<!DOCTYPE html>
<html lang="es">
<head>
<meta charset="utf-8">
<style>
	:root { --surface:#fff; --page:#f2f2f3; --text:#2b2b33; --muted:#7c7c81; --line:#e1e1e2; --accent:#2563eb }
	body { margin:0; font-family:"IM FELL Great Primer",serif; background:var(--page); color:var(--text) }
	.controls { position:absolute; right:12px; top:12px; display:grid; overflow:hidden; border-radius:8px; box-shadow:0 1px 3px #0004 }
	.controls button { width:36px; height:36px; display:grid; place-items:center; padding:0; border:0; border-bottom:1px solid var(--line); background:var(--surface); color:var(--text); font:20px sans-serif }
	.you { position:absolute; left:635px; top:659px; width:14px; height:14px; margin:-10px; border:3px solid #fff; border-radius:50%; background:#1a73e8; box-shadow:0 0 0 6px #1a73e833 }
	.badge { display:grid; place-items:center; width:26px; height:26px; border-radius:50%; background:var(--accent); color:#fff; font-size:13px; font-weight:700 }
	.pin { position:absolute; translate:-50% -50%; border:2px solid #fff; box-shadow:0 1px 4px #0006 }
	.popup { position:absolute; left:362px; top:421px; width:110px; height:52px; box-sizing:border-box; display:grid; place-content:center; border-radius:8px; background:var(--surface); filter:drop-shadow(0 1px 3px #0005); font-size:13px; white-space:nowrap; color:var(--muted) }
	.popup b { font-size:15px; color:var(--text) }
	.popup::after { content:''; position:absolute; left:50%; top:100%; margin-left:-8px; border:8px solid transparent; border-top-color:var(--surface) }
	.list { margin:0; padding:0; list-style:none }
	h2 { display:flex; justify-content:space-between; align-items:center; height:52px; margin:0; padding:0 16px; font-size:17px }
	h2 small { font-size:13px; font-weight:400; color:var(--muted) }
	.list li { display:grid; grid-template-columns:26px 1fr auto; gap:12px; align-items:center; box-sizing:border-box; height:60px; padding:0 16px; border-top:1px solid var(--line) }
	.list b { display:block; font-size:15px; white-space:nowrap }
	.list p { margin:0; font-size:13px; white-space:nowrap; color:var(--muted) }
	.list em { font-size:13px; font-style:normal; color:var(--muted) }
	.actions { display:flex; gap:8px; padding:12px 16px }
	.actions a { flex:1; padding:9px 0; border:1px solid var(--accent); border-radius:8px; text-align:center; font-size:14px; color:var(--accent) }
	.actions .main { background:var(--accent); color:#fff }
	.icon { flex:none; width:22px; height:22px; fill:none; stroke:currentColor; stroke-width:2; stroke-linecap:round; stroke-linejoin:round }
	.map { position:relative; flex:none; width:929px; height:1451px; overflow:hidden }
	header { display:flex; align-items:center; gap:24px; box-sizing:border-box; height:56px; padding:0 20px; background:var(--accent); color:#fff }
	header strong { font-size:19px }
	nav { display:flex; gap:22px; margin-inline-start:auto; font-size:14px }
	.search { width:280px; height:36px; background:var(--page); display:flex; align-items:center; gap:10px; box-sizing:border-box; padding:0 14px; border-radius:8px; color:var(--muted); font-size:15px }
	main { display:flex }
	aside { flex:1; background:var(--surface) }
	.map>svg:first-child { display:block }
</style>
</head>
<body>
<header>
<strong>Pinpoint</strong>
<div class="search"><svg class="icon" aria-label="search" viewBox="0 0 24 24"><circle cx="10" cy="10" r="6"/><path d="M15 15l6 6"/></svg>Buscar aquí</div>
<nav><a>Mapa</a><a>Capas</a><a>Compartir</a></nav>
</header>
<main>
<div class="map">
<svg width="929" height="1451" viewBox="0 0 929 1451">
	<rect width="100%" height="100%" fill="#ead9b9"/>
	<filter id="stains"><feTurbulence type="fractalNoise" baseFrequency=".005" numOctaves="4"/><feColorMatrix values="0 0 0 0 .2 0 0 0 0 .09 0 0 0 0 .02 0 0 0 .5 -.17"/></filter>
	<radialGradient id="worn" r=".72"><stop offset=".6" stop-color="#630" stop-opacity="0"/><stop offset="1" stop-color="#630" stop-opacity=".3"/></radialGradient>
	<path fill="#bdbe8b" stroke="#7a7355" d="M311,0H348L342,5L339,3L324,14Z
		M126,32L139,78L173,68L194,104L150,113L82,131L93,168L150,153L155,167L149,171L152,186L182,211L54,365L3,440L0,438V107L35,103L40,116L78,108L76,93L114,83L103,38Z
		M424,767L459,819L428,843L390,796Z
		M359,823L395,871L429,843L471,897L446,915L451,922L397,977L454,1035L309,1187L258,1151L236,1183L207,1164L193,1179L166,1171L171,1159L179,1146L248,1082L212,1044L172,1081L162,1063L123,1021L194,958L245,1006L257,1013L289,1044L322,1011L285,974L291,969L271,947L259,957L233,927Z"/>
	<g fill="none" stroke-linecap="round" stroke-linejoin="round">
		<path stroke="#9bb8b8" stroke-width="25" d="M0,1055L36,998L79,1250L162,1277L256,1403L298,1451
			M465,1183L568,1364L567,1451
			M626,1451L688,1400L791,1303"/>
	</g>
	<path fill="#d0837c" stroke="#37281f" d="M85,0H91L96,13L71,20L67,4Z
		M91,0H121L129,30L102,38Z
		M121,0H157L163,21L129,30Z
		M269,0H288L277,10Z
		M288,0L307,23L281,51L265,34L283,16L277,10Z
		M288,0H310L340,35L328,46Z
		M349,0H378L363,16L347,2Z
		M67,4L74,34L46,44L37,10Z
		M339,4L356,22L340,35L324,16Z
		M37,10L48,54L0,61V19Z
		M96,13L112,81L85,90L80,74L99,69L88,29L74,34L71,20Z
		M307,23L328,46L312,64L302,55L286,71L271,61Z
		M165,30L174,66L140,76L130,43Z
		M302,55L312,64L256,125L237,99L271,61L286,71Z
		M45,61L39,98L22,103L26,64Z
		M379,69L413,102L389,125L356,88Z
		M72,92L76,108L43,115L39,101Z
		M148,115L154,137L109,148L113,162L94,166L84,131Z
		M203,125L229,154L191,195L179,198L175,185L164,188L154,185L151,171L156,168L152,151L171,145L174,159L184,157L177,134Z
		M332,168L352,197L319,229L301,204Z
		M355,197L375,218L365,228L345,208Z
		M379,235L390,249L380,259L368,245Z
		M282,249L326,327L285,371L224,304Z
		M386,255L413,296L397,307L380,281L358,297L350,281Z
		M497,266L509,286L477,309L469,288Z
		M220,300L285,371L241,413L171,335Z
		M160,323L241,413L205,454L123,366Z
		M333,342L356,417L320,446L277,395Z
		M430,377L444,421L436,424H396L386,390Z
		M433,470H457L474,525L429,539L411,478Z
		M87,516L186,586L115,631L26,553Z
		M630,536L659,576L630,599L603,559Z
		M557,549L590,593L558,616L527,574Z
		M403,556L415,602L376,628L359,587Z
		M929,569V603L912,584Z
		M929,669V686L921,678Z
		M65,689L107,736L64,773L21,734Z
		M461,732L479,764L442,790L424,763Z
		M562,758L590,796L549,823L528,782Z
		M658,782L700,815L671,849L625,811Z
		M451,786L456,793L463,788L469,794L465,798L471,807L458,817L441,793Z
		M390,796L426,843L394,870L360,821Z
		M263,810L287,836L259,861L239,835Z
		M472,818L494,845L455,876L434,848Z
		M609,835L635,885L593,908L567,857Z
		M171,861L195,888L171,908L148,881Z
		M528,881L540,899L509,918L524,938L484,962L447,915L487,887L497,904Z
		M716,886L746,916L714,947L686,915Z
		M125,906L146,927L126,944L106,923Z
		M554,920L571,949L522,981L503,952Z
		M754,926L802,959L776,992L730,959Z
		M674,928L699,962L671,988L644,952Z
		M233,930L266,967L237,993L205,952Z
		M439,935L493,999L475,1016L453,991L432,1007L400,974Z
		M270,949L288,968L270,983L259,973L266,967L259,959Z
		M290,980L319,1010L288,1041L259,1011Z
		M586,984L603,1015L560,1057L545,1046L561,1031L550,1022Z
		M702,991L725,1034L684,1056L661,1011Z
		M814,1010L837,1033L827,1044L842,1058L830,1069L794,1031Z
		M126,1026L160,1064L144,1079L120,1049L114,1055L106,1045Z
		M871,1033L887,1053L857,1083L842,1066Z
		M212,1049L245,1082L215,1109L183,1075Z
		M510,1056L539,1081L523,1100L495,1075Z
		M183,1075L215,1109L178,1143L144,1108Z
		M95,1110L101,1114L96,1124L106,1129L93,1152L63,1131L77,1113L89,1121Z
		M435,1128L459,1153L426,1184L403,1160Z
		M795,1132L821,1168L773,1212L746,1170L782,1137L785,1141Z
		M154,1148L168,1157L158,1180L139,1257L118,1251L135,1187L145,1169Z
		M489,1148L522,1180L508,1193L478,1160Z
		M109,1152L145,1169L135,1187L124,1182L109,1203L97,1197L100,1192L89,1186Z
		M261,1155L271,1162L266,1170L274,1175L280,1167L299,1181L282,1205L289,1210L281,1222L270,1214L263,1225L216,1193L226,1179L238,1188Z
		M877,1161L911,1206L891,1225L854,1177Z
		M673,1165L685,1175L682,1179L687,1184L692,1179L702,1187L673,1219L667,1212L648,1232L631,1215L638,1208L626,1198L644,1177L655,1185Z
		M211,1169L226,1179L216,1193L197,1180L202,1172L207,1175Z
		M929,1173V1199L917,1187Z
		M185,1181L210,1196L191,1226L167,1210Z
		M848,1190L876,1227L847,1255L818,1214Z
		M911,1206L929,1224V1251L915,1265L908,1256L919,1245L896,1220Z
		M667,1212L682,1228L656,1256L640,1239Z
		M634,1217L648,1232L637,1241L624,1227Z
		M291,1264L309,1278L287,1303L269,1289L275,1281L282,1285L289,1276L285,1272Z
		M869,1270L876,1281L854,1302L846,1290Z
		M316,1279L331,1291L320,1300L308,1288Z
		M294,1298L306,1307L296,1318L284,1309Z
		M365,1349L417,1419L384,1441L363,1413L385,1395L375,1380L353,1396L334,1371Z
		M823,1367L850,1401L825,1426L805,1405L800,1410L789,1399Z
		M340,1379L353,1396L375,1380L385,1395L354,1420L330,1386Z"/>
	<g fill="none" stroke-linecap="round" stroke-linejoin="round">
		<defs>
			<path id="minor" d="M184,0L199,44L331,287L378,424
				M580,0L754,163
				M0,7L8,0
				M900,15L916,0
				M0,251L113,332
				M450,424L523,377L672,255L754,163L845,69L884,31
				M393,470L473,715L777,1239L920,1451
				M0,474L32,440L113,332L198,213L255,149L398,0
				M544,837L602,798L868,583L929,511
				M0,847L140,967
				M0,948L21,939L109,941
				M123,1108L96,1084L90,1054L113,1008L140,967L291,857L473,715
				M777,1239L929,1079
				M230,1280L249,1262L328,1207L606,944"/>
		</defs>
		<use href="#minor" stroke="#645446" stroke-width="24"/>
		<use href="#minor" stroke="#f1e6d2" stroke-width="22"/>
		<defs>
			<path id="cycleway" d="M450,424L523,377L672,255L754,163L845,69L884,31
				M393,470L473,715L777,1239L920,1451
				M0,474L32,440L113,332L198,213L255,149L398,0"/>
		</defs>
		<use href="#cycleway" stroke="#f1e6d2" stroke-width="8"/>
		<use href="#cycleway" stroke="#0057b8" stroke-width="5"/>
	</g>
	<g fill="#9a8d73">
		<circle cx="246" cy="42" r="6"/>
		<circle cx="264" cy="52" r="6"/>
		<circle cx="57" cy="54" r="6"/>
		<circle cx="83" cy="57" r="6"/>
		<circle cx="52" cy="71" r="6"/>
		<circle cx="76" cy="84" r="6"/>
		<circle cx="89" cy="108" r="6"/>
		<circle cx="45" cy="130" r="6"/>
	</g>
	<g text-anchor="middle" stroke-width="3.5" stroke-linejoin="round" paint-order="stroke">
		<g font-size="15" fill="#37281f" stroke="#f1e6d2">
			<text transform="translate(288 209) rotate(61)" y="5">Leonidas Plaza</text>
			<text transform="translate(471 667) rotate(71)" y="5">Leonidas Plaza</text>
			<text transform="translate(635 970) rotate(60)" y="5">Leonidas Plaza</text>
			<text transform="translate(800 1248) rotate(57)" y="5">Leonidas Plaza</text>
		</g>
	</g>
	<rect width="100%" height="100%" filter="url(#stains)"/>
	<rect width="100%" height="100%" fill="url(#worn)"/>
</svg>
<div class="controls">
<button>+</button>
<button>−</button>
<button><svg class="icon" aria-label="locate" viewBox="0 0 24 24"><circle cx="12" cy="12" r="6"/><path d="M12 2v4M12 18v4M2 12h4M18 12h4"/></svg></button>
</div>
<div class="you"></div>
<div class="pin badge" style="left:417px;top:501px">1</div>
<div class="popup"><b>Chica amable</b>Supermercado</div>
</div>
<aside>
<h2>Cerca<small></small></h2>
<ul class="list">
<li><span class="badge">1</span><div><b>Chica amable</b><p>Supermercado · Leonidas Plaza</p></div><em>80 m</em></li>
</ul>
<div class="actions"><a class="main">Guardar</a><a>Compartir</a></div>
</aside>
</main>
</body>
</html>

## What to do
Please make an exact copy of the lines above from the line with "position:absolute; left:635px; top:659px;" through the line with "position:absolute; translate:-50% -50%;", both ends included.

## Answer below
	.you { position:absolute; left:635px; top:659px; width:14px; height:14px; margin:-10px; border:3px solid #fff; border-radius:50%; background:#1a73e8; box-shadow:0 0 0 6px #1a73e833 }
	.badge { display:grid; place-items:center; width:26px; height:26px; border-radius:50%; background:var(--accent); color:#fff; font-size:13px; font-weight:700 }
	.pin { position:absolute; translate:-50% -50%; border:2px solid #fff; box-shadow:0 1px 4px #0006 }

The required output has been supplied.